There are many "sexy" ways to do it, but if you only have to do it
once or twice....

1) Calculate the mean and standard deviation
2) Calculate the upper and lower cutoff values
3) Sort the data
4) Manually delete those above/below the cutoff values

If this is something you will do on a regular basis, then it may be
worth pursing a more automated method.

HTH,
John

[email protected]

James,

Sorry, that email doesn't exist anymore. The programming is fairly
straight forward. I'll do what I can to help you, but if it isn't
something you are going to do on a regular basis....manual is the way
to go.

John

Zone[_3_]

John, I understand. I'll plow away at the problem in here in hopes
that you will stick with me for a while and not get irritated with my
lack of mathematical expertise. I would like to use built-in Excel
functions as much as possible to speed the calculation. Your first
step, "Calculate the mean". Would I use Excel's AVERAGE function for
this? Say column M contains 12,410 numbers, starting on row 2. Would
I then use a formula such as =AVERAGE(m2:m12411) to get the mean? A
friend has told me that what is really wanted is the "threshold to the
second quartile", so I'm confused. James

On Jul 9, 1:48?pm, wrote:
James,

Sorry, that email doesn't exist anymore. The programming is fairly
straight forward. I'll do what I can to help you, but if it isn't
something you are going to do on a regular basis....manual is the way
to go.

John

Tom Ogilvy

What is the basis for excluding data that is beyond 2.5 Std Dev from the mean.

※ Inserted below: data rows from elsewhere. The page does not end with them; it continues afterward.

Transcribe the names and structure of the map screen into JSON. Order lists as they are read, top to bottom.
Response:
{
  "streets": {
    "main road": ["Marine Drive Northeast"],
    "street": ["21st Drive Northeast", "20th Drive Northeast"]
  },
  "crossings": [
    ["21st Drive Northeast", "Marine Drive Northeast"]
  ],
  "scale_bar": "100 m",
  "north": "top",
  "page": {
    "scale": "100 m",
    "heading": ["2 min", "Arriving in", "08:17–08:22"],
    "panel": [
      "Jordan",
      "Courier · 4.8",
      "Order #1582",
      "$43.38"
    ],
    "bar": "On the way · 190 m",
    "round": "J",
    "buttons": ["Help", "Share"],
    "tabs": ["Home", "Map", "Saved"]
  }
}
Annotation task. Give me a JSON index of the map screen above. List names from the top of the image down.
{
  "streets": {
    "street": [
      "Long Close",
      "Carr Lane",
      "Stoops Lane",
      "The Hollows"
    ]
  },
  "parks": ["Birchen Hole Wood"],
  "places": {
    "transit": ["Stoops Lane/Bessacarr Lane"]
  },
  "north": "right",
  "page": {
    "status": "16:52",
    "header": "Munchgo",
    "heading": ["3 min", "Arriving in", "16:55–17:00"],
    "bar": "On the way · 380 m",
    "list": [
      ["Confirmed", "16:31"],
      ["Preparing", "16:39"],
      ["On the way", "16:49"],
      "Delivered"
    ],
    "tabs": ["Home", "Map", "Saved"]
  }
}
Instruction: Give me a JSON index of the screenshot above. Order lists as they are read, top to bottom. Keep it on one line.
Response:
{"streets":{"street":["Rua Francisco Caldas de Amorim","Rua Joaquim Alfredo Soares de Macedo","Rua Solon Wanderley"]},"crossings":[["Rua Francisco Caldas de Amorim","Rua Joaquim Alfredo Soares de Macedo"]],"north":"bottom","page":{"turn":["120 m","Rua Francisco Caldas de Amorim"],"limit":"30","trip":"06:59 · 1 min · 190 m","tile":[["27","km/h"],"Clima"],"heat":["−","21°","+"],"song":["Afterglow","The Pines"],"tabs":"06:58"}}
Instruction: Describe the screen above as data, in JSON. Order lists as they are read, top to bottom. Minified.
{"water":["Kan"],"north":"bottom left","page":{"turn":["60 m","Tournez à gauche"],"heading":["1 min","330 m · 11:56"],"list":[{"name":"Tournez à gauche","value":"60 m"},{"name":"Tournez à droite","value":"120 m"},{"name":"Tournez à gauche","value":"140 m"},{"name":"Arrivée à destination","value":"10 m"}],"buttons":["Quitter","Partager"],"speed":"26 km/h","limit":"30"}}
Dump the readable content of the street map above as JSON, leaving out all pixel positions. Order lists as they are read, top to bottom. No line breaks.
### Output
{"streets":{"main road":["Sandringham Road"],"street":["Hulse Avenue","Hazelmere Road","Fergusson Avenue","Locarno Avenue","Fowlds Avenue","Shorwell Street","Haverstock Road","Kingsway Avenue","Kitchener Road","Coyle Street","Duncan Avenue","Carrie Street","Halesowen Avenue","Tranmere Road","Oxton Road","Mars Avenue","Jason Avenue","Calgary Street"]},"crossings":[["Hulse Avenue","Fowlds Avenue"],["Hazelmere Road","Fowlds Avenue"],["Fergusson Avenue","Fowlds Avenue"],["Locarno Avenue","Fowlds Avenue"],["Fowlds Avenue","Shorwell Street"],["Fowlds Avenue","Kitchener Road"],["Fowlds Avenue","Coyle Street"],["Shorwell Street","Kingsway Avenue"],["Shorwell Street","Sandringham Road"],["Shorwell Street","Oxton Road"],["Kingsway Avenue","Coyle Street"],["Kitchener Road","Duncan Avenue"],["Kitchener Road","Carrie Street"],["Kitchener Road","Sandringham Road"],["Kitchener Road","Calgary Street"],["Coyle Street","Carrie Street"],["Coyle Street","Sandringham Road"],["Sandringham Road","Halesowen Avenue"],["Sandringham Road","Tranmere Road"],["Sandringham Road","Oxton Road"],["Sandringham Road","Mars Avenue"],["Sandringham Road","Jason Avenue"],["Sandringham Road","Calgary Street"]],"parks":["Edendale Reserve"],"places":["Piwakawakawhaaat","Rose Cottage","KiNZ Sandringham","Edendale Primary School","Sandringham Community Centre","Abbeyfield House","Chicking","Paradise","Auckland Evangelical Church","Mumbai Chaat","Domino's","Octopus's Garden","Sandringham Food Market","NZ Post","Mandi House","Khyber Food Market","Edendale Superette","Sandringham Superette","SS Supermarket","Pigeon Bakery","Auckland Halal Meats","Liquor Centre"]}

Why not use the built in quartiles worksheet function against the raw data
to get the quartiles from the raw data. If the data is incorrect, throwing
out the data you suggest doesn't seem to have much justification to me. You
need to get correct data. Nonetheless:

Yes
=Average($m$2:$M$121411)

would give you the average

You could use an adjacent empty column to do

Assume the data points are in M as you show, in R2 for example

=if(Abs(M2-Average($M$2:$M$12411))2.5*Stdev($m$2:$M$121411), "Delete","Keep")

then do an autofilter on column R and select Delete in the dropdown. Select
all the data except the first row and do Edit=Delete and select entirerow.
Note that once you delete the rows (and remove the filter), the formulas will
recalculate and new mean and standard deviation and more rows will show up as
Delete, but you can ignore these.

--
Regards,
Tom Ogilvy

then drag fill down to

"Zone" wrote:

John, I understand. I'll plow away at the problem in here in hopes
that you will stick with me for a while and not get irritated with my
lack of mathematical expertise. I would like to use built-in Excel
functions as much as possible to speed the calculation. Your first
step, "Calculate the mean". Would I use Excel's AVERAGE function for
this? Say column M contains 12,410 numbers, starting on row 2. Would
I then use a formula such as =AVERAGE(m2:m12411) to get the mean? A
friend has told me that what is really wanted is the "threshold to the
second quartile", so I'm confused. James

On Jul 9, 1:48?pm, wrote:
James,

Sorry, that email doesn't exist anymore. The programming is fairly
straight forward. I'll do what I can to help you, but if it isn't
something you are going to do on a regular basis....manual is the way
to go.

John

[email protected]

James,

I'm thinking like Tom....what is it exactly you are trying to get to?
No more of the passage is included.